Activity
The reply should contain all the data below, repeated exactly, and none of the images.

Data provided

※ ※ ※

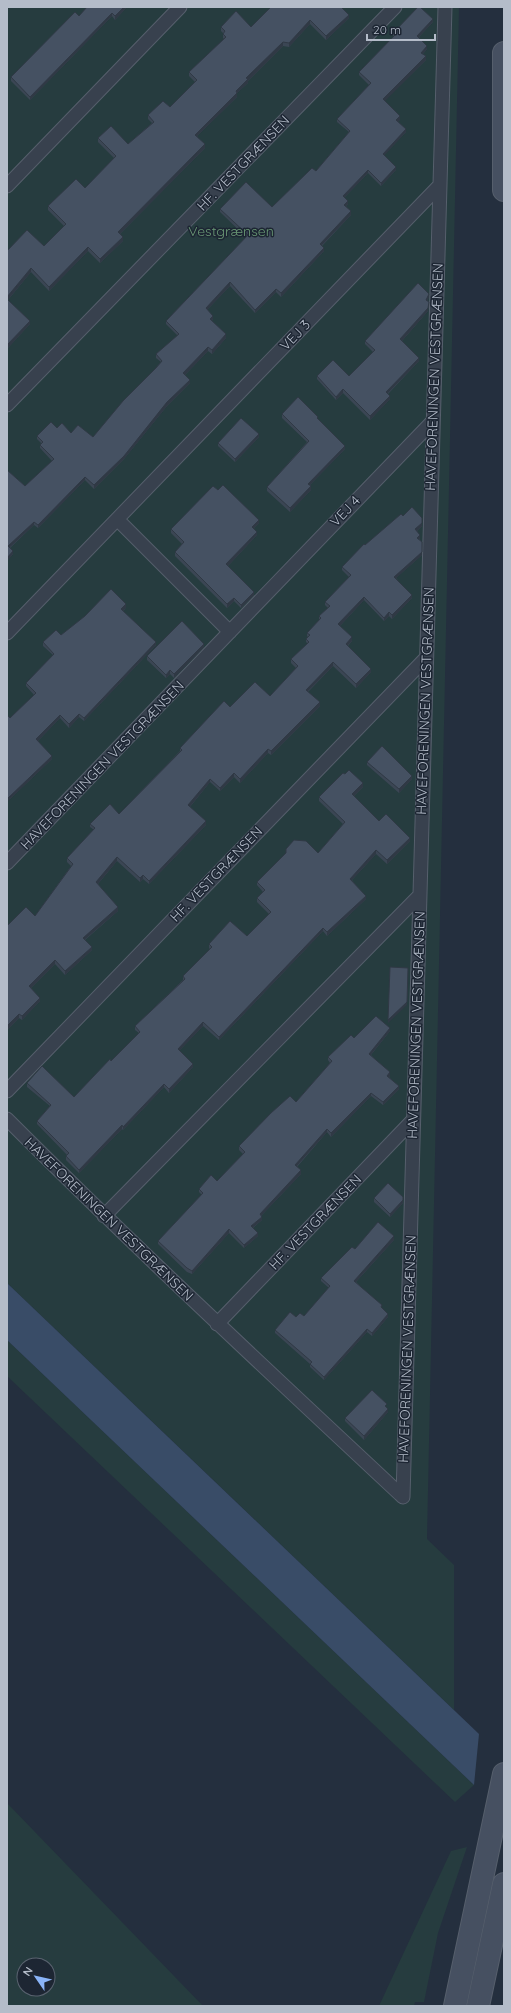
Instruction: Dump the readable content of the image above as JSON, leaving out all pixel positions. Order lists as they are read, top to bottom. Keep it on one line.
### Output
{"streets":{"lane":["HF. VESTGRÆNSEN","VEJ 3","HAVEFORENINGEN VESTGRÆNSEN","VEJ 4"]},"crossings":[["HF. VESTGRÆNSEN","HAVEFORENINGEN VESTGRÆNSEN"],["VEJ 3","HAVEFORENINGEN VESTGRÆNSEN"],["HAVEFORENINGEN VESTGRÆNSEN","VEJ 4"]],"parks":["Vestgrænsen"],"scale_bar":"20 m","north":"top left"}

※ ※ ※

Exercise answer
Instruction: Dump the readable content of the image above as JSON, leaving out all pixel positions. Order lists as they are read, top to bottom. Keep it on one line.
### Output
{"streets":{"lane":["HF. VESTGRÆNSEN","VEJ 3","HAVEFORENINGEN VESTGRÆNSEN","VEJ 4"]},"crossings":[["HF. VESTGRÆNSEN","HAVEFORENINGEN VESTGRÆNSEN"],["VEJ 3","HAVEFORENINGEN VESTGRÆNSEN"],["HAVEFORENINGEN VESTGRÆNSEN","VEJ 4"]],"parks":["Vestgrænsen"],"scale_bar":"20 m","north":"top left"}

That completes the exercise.